Each hop terminates and re-establishes some layer of the stack. TLS terminates at the CDN, re-originates to the origin, terminates at the LB, re-originates to the ingress, and depending on mesh configuration, might re-originate again pod-to-pod. Headers are added and sometimes stripped at each hop. Observability context (trace IDs, request IDs) has to propagate explicitly or it breaks.

The key takeaway: there is no single proxy. The “ingress” is a pipeline, and understanding the pipeline is what makes production debugging tractable.

Request chain from client to pod: CDN edge, origin load balancer, Kubernetes ingress controller, service mesh sidecar, and finally the application handler — each hop adds latency and may modify headers. Client CDNTLS+WAF Origin LBL4/L7 Ingressnginx/Envoy SidecarmTLS+policy Apphandler Each hop terminates and re-establishes TLS. Headers accumulate (X-Forwarded-For, trace ID). Debugging = knowing which hop failed.
A request touches five or six independent proxies before reaching the application handler — understanding each hop's job is how a "503 from somewhere" becomes a "503 from the ingress controller's upstream timeout" in minutes rather than hours.

112.2 Layer-4 vs layer-7 ingress

A fundamental split in how proxies handle traffic.

Layer 4 (transport layer) ingress operates on TCP/UDP connections. It knows the source IP, destination IP, source port, destination port. It does not parse the bytes on the wire — it just forwards them. SNI-based routing (reading the TLS Server Name Indication field) is a borderline case: technically layer 4, because the proxy doesn’t terminate TLS, but it still peeks at the first bytes to route based on the hostname.

Examples of L4 proxies: AWS Network Load Balancer (NLB), HAProxy in TCP mode, kube-proxy itself. They’re fast (no parsing, no TLS, no buffering), they preserve the client’s source IP (when configured), and they handle arbitrary protocols (not just HTTP).

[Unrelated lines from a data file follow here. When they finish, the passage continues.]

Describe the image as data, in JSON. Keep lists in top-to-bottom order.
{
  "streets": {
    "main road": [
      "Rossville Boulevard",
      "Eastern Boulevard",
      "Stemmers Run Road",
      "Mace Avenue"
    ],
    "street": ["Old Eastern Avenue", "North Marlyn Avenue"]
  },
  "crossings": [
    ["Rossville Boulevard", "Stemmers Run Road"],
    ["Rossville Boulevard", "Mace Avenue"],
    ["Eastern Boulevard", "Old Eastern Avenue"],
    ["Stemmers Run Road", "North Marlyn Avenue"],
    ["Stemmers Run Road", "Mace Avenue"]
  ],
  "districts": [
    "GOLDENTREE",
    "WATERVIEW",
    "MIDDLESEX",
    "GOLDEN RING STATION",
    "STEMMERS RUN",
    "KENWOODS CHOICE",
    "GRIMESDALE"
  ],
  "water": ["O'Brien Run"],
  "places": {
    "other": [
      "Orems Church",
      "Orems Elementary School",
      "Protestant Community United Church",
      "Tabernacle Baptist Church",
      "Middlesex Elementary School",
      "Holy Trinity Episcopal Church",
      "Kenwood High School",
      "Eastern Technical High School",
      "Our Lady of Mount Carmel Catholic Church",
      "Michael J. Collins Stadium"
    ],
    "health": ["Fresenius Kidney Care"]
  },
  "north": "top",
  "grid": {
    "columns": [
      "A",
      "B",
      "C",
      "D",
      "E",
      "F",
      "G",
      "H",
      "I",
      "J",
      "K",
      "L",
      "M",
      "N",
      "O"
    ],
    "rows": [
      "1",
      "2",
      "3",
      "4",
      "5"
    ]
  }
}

The limit: you cannot do HTTP-specific things. No URL routing, no HTTP header manipulation, no HTTP rate limiting, no WAF rules (other than TCP-level DDoS mitigation).

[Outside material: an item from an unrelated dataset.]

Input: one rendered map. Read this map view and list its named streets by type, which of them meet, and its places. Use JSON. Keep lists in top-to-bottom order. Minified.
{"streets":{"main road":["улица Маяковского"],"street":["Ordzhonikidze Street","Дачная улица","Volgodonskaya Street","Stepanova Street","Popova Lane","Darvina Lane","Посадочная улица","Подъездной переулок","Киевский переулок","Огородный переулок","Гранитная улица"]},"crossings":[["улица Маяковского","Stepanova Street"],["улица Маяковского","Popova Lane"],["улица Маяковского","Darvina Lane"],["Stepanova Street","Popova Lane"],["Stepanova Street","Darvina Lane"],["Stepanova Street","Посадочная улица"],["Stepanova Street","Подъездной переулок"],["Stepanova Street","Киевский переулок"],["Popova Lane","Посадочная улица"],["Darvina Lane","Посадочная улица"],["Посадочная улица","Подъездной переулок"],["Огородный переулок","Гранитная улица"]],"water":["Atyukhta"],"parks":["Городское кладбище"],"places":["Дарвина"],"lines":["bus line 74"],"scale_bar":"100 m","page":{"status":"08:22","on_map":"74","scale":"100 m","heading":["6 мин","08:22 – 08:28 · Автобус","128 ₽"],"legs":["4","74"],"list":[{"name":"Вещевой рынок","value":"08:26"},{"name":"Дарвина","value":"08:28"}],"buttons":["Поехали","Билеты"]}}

Layer 7 (application layer) ingress parses the full HTTP request. It reads the method, path, headers, body (optionally), and can make routing and filtering decisions based on any of it. URL-based routing (/api/v1/users → users-service) is layer 7. Header-based rate limiting is layer 7. WAF rules are layer 7.

Examples of L7 proxies: AWS Application Load Balancer (ALB), nginx, Envoy, Traefik, HAProxy in HTTP mode, Cloudflare’s edge. They’re more expensive per request (parsing, TLS termination, sometimes buffering) but dramatically more powerful.

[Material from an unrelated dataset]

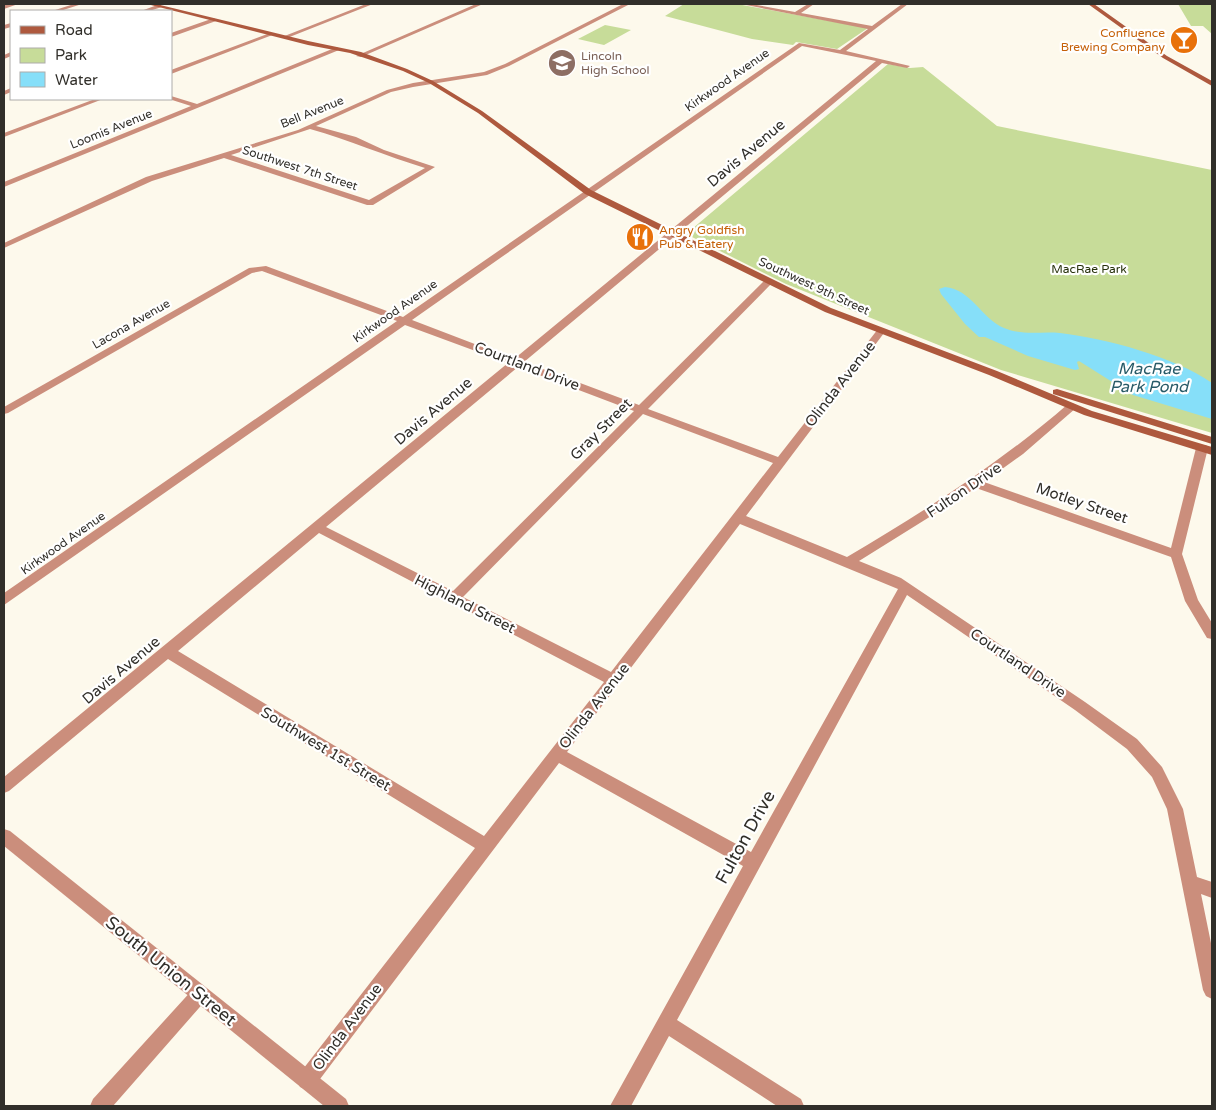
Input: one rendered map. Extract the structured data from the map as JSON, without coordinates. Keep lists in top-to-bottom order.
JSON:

For Kubernetes-facing services, ingress is almost always layer 7 because HTTP is the dominant protocol and URL routing is a core requirement. Layer 4 ingress is used for non-HTTP services (gRPC over HTTP/2 is handled at L7, but other protocols like Postgres, Redis, raw TCP are L4) and for passthrough TLS when the application wants to terminate TLS itself.

The cloud LB products reflect this split: ALB/HTTPS LB for L7, NLB/TCP LB for L4. Both are legitimate, and production clusters often use both in different places.

112.3 Kubernetes Ingress controllers

The classic Kubernetes resource for L7 ingress is Ingress. It’s a declarative description of HTTP routing rules: hostnames, paths, backend services, TLS secret references. An Ingress controller is a component running in the cluster that reads Ingress objects and programs a proxy (nginx, Envoy, etc.) to actually handle the traffic.

A minimal Ingress:

apiVersion: networking.k8s.io/v1
kind: Ingress
metadata:
  name: api
  annotations:
    nginx.ingress.kubernetes.io/rewrite-target: /
spec:
  ingressClassName: nginx
  tls:
    - hosts: [api.example.com]
      secretName: api-tls
  rules:
    - host: api.example.com
      http:
        paths:
          - path: /v1
            pathType: Prefix
            backend:
              service:
                name: api-v1
                port: { number: 80 }

The controllers that matter:

ingress-nginx (the Kubernetes community project, not to be confused with NGINX Inc.’s commercial nginx-ingress). The most widely deployed controller. Mature, stable, enormous ecosystem. Configured heavily via annotations, which is both a strength (flexibility) and a weakness (the annotation zoo is huge, poorly typed, and inconsistent). Under the hood, each config change triggers an nginx reload, which can be disruptive at high request rates.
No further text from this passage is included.